To extend a file or pre-allocate a WAL segment, PostgreSQL writes zero-filled blocks. In the case of data files, this is often not a big problem because file extension is quickly followed by writing the same page with the actual data on it. Typically, the filesystem cache will prevent this from causing two page writes, but that won't always be the case.
WAL recycling is explicitly based on the idea that overwrites are cheaper than appending to new files. Newer versions of PostgreSQL can disable this with min_wal_size=0.
PostgreSQL can do nothing, and rely on the underlying filesystem, drivers, or SMR drive itself to effectively emulate random writes. This is a dangerous strategy:
- PostgreSQL is a database, not a "normal" application, so the underlying layers may not be making suitable trade-offs for PostgreSQL. Filesystems and other databases are likely to adapt to some degree, so the expectation will be that PostgreSQL should, as well.

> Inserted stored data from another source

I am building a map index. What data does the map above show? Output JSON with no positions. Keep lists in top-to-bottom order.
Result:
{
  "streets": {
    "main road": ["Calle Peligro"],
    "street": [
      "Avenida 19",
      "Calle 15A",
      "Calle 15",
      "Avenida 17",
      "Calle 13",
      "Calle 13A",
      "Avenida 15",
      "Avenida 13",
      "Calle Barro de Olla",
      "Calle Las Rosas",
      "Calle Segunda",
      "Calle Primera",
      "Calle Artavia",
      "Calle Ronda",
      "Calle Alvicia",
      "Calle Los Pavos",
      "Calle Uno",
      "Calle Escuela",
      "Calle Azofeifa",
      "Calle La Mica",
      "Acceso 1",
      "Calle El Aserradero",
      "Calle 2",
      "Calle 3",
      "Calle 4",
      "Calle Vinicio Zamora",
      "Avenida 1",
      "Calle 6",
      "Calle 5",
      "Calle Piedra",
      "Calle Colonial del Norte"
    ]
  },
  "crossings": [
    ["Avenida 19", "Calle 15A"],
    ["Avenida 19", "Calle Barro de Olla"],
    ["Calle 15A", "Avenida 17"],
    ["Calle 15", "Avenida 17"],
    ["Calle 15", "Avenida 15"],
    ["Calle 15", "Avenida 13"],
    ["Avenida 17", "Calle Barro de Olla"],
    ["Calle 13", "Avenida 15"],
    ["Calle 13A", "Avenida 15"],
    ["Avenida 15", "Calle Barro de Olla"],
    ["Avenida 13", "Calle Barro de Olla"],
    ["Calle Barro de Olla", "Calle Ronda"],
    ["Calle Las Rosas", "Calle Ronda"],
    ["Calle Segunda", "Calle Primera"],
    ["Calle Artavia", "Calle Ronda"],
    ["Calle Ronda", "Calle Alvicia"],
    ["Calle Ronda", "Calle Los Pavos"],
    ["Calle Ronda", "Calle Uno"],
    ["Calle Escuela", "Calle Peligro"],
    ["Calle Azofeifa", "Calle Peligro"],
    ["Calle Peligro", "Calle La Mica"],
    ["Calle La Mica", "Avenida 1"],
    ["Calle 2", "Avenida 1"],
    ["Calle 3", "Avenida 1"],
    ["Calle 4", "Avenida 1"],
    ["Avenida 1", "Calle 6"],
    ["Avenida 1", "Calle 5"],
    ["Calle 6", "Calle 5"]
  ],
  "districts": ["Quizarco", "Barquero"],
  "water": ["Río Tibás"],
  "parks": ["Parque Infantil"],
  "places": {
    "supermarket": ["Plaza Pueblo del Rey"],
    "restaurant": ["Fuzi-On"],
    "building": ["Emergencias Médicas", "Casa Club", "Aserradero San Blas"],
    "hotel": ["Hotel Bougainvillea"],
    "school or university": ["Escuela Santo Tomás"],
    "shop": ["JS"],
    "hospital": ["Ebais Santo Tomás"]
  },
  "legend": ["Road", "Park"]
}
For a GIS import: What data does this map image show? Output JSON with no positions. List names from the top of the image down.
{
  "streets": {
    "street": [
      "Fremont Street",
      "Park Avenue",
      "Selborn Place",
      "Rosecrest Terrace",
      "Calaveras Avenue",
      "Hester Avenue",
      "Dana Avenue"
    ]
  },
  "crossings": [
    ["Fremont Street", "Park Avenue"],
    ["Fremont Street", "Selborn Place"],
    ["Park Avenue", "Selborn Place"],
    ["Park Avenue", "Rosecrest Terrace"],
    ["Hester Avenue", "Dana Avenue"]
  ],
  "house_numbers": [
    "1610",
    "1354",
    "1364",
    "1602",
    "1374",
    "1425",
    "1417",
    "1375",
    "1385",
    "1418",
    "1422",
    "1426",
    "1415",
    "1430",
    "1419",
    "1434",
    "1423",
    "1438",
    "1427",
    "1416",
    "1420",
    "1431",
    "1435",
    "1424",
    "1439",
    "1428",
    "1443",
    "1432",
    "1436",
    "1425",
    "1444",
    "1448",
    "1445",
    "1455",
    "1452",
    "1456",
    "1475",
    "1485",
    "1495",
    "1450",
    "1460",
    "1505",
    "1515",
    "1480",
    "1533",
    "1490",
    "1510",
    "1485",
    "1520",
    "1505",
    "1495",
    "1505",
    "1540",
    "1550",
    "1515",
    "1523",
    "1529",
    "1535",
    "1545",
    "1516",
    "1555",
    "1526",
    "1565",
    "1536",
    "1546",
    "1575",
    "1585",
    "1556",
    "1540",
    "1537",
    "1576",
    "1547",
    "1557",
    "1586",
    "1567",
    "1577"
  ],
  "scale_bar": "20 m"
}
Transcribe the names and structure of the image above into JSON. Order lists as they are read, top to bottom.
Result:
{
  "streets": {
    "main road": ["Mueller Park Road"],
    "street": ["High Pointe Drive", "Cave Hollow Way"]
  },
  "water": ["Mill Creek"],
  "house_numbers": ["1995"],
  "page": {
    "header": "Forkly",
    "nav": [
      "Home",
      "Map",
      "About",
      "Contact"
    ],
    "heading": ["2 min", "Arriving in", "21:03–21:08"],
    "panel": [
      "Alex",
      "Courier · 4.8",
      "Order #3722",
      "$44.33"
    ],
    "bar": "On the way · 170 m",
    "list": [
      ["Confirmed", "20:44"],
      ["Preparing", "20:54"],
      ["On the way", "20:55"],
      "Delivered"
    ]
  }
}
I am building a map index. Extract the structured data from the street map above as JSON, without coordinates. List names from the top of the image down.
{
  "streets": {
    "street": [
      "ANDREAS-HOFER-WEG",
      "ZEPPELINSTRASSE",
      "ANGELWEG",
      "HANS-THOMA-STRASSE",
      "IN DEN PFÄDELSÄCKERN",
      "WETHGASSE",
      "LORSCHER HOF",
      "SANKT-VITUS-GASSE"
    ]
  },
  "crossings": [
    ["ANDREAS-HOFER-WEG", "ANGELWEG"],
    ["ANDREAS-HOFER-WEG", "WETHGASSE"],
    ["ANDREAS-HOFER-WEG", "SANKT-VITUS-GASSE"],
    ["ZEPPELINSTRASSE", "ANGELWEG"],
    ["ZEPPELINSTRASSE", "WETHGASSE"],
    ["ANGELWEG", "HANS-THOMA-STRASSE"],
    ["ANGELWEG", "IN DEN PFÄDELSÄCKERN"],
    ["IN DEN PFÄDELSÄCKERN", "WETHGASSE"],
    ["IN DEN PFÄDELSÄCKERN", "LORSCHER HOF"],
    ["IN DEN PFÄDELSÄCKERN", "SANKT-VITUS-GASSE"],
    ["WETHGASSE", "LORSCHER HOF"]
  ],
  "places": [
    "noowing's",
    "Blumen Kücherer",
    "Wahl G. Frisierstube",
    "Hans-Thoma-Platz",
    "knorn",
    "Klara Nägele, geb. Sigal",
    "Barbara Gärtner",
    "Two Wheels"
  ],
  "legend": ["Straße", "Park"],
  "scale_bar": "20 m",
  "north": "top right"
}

- The emulation of random writes will vary wildly between different systems.
- The emulation of random writes will still have a big cost compared to random writes on a traditional magnetic disk.
These could be tweaks to the existing storage system without a major overhaul.
This is a redundant bit (also available in the Visibility Map, or VM) without a lot of benefit. For small tables, there's no need to even read it because the benefit is immeasurable compared with the query overhead. For large table scans, reading the bit from the VM and keeping the current VM page pinned during a scan is no problem. For random bulk updates (e.g. UPDATE...FROM) on tables larger than 1GB that still fit in memory, there would be a modest single-threaded regression because of the cost to pin/unpin the right VM page for the update. But if the goal is to reduce random disk overwrites, this seems like a viable approach.
Use posix_fallocate for Extension
This allows the underlying FS to avoid writing the zero page, and therefore avoid making an update later. Likely effective for WAL, but perhaps also effective for relation extension.
Don't Recycle WAL
Fortunately, in 9.5, users can avoid WAL recycling by setting min_wal_size=0.
Freeze Without Overwrite
There's a proposal here to avoid rewriting pages during a freeze:
Configurable Free Space Reclamation
Allow configuration to disable the typical space reclamation, and always append. A VACUUM FULL would need to be used to reclaim the dead space.
These could be tweaks to the existing storage system without a major overhaul.
Separate Volatile Data
Tuple headers are much more volatile than the tuples themselves, and much smaller. If the tuple headers are held in a separate physical file, the main tuple data could remain more static during hint bit updates, PD_ALL_VISIBLE updates, freezing, updating, and deleting. Of course, the main tuple data would still need to be cleaned up at some point, but could be deferred much longer (amortizing the cost of rewriting data over more changes).
LSM trees and log-based filesystems are designed to avoid random writes. PostgreSQL could use a structure based on those concepts to avoid random writes to the disk.
Notes from Unconference
Add your name here if you want:
Session Leader: Jeff Davis. Notetakers: Josh Berkus
New high-density drives have bigger write than read heads because the read head can be smaller. The drive thus lays each write over multiple read tracks, like shingles. This works fine for append-only operations.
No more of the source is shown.